At the turn of the millennium, Bioware was a burgeoning force in the western role playing game market. Having made a great first impression with its earlier Infinity Engine games, they sought to cement their legacy as one of the industry’s best and move into the third dimension with Neverwinter Nights. While moving forward both technologically and conceptually - being one of the first games to use the 3rd Edition Dungeons and Dragons ruleset - they looked backwards for inspiration, finding it in the form of the original Neverwinter Nights (1991), which itself was one of the first online multiplayer role playing games, using graphics and mechanics similar to the Gold Box series of Dungeons and Dragons games (Pool of Radiance, Curse of the Azure Bonds, etc.) Given its impressive pedigree and the commercial successes of Enhanced Editions of the aforementioned Infinity Engine games, it was little surprise when Beamdog announced the development of Neverwinter Nights: Enhanced Edition, which joined its fellow games on console late in 2019.
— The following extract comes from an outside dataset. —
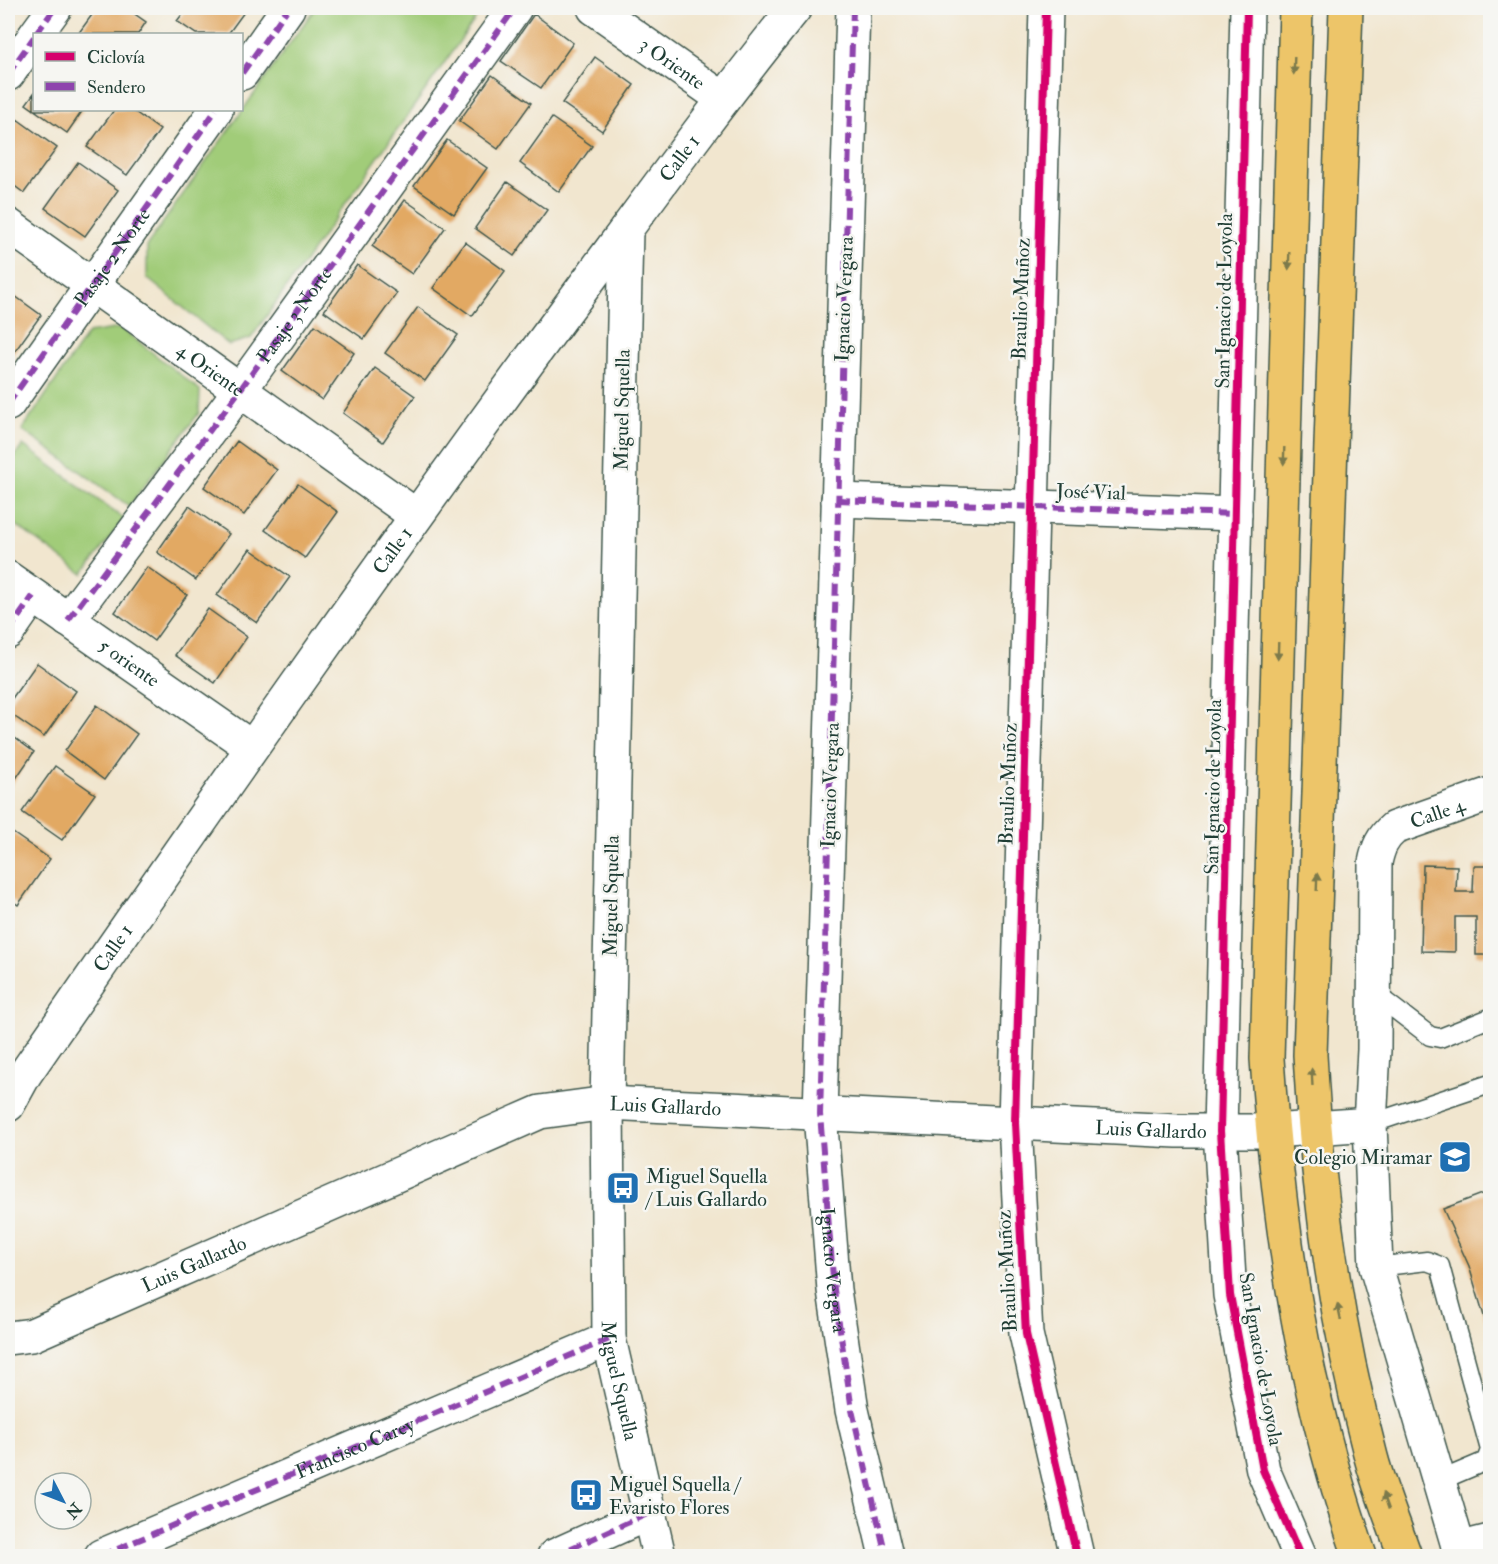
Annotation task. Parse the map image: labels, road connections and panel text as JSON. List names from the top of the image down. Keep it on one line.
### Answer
{"streets":{"street":["3 Oriente","Calle 1","Pasaje 2 Norte","Ignacio Vergara","Braulio Muñoz","San Ignacio de Loyola","Pasaje 3 Norte","4 Oriente","Miguel Squella","José Vial","5 oriente","Calle 4","Luis Gallardo","Francisco Carey"]},"crossings":[["3 Oriente","Calle 1"],["Calle 1","4 Oriente"],["Calle 1","Miguel Squella"],["Calle 1","5 oriente"],["Pasaje 2 Norte","4 Oriente"],["Ignacio Vergara","José Vial"],["Ignacio Vergara","Luis Gallardo"],["Braulio Muñoz","José Vial"],["Braulio Muñoz","Luis Gallardo"],["San Ignacio de Loyola","José Vial"],["San Ignacio de Loyola","Luis Gallardo"],["Pasaje 3 Norte","4 Oriente"],["Pasaje 3 Norte","5 oriente"],["Miguel Squella","Luis Gallardo"],["Miguel Squella","Francisco Carey"]],"places":{"school or university":["Colegio Miramar"],"bus stop":["Miguel Squella / Luis Gallardo","Miguel Squella / Evaristo Flores"]},"legend":["Ciclovía","Sendero"],"north":"bottom right"}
The amount of content you’ll be getting with Neverwinter Nights: Enhanced Edition shouldn’t be in doubt, as it comes with a fairly lengthy four chapter campaign, two sizable modules (Shadows of Undrentide and Hordes of the Underdark), six “premium” modules and four “other” modules. There’s no doubt that there’s a whole lot of game here, even if the asking price of $50 is somewhat steep considering you can get the same game - arguably a superior version, as you’ll see - on PC for a mere $20, and often much cheaper during many frequent sales.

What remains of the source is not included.